案の定早く着きすぎたので駅の周りを散策するが、朝早くて何もやっていない。都心のペスト側と違い、南駅はブダ側にあるので緑が多くとても気持ちがいい。ぶらぶら歩いているとようやく朝からやっているカフェを見つけるが、ゆっくりコーヒーを飲めるほどの時間はもうなかったので諦めて駅に戻る。

Balatonfűzfő(バラトンフゥズフォ?発音できない)行きのチケットを買いに行く。発券機でも買えるが人から直接買った方が安全ということで、列に並んで駅員さんから買う。挨拶以外一切ハンガリー語は話せないが余計なことは聞かれず無事購入。

約束の時間になるとみんなゾロゾロと集まり始める。だいたいみんな彼女か彼氏を連れて来ている。気づくと私以外みんなハンガリー人であった。もちろんみんな英語を喋るので必要なコミュニケーションは問題ないし、気を使ってか常に誰かが私に話かけてくれたので、特に退屈だなと思うことはなかった。そして私は何よりハンガリー語が好きだ。

目指す駅までは約90分。電車の中では、私のいるオフィスの横で働いているポスドク研究員の人と主に話す。口頭試問に向けての準備はどう?など親切に聞いてくれる。色々話していたが、途中で「アツコはカクテル好き?」と聞かれる。あまりに唐突だったのでよく意味がわからず、「あんまり飲めないけど好きです」と答える。彼に聞いてわかったのだが、どうもこのセーリングは単に湖の上で船に乗ってゆらゆら楽しむだけではなく、乗った瞬間からP先生がみんなのカクテルを作り出し、ひたすら一日中振る舞うという会のようである。

駅に着くと、どうもみんながそれぞれ買い出してしてきたものに齟齬があったらしく、アルコールだけが大量に集められ、水が一切ないとのことだった。それではカクテルが作れないし、何より水は必須だろうということで、P先生と学生数人が買い出しに行く。と言っても湖の周りにスーパーなどなく、結局三十分以上待つ。

水が到着した後、個人の荷物とカクテルの材料(アルコール、フルーツ、水)などを運んで船に乗り込む。一人操縦士がついてくる。やっと出発かと思って船の上で待っているがなかなか出発しない。するとP先生が海パン一枚になって湖に飛び込む。そんなに浮かれてるのか…と思っていたがどうも荷物の運搬途中にカクテルシェーカーの蓋を湖の中に落としたとのこと。数分後、P先生はそれを見つけ「見つけたよ!」と言って船に乗り込む。事情があったとはいえ、浮かれているのには間違いなかった。
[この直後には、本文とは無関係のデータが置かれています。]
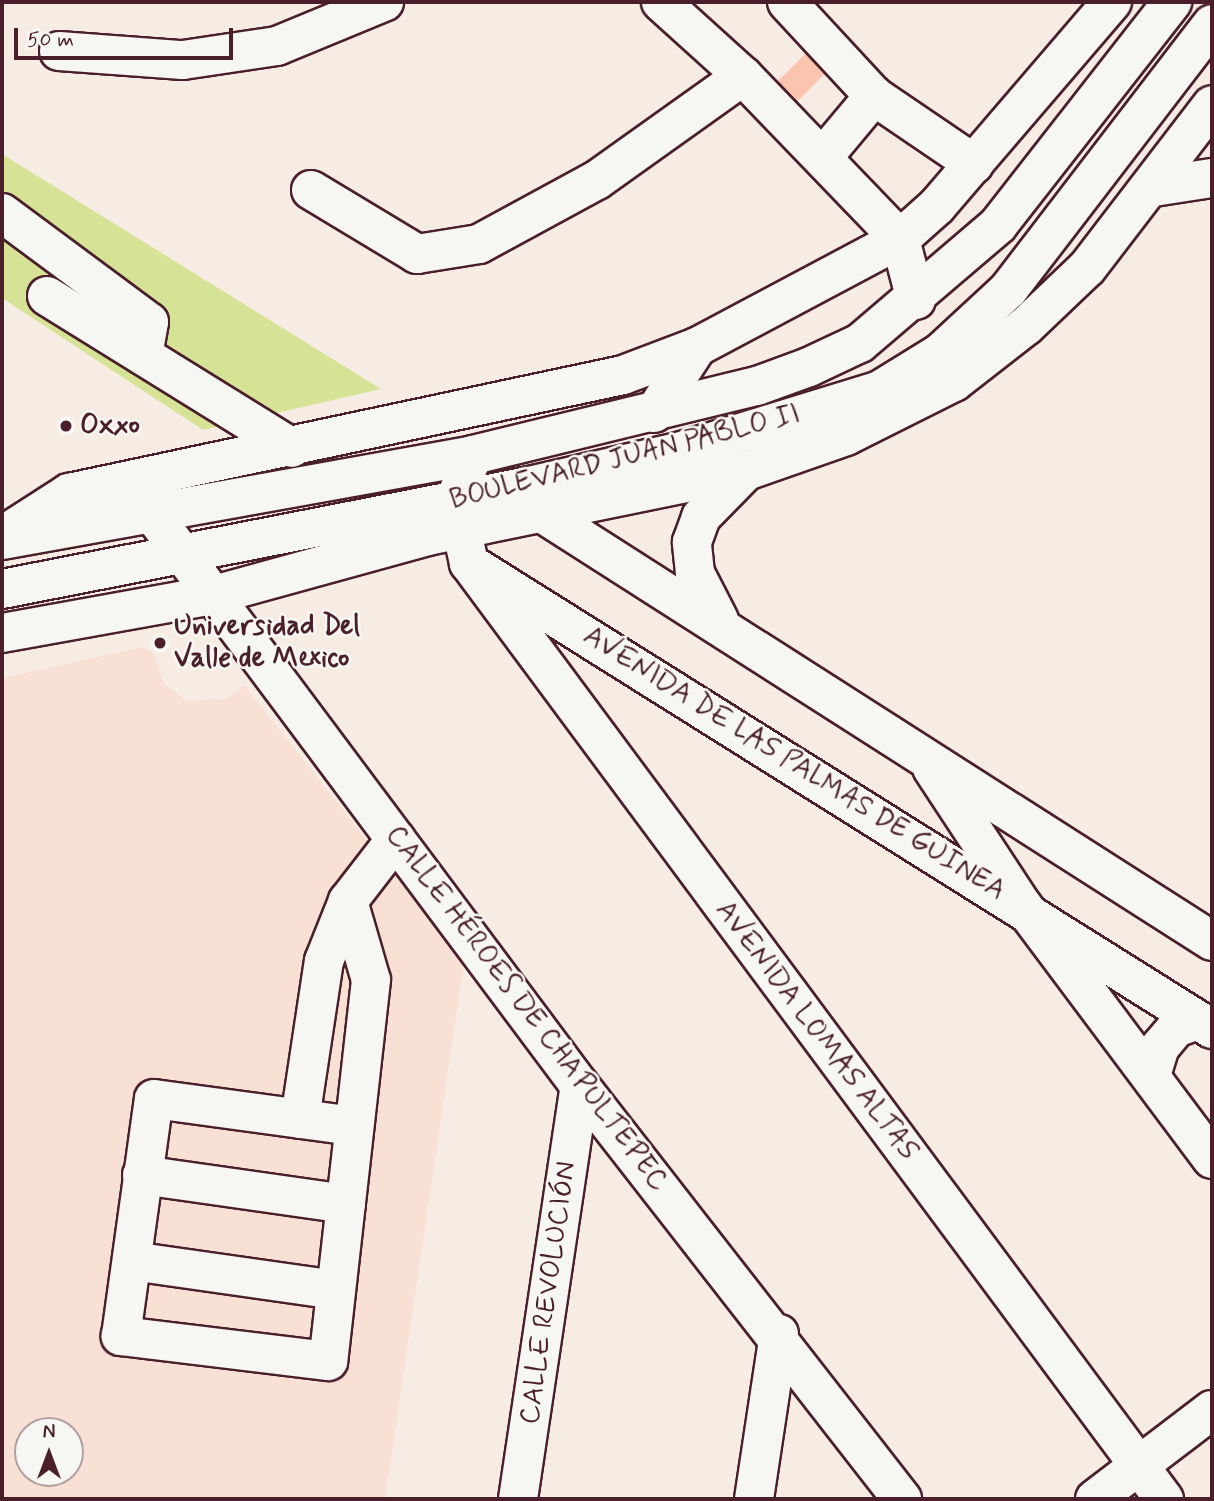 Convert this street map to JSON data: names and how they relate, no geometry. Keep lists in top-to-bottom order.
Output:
{
  "streets": {
    "street": [
      "BOULEVARD JUAN PABLO II",
      "AVENIDA DE LAS PALMAS DE GUINEA",
      "CALLE HÉROES DE CHAPULTEPEC",
      "AVENIDA LOMAS ALTAS",
      "CALLE REVOLUCIÓN"
    ]
  },
  "crossings": [
    ["BOULEVARD JUAN PABLO II", "AVENIDA DE LAS PALMAS DE GUINEA"],
    ["BOULEVARD JUAN PABLO II", "CALLE HÉROES DE CHAPULTEPEC"],
    ["BOULEVARD JUAN PABLO II", "AVENIDA LOMAS ALTAS"],
    ["AVENIDA DE LAS PALMAS DE GUINEA", "AVENIDA LOMAS ALTAS"],
    ["CALLE HÉROES DE CHAPULTEPEC", "CALLE REVOLUCIÓN"]
  ],
  "places": ["Oxxo", "Universidad Del Valle de Mexico"],
  "scale_bar": "50 m",
  "north": "top"
}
そして船はゆらゆらゆっくりと湖の中心地へ向かって行く。バラトンの湖は浅く(平均水深五メートルほどらしい)、その関係でものすごく綺麗なエメラルドグリーン。前日大雨だったせいもあり、当日は澄んだように綺麗な群青色の空との湖の対比が美しい。バラトンは今も(基本的には)モーターで動くような大型の船は使っておらず、場所を美しく保つようにしているようだ。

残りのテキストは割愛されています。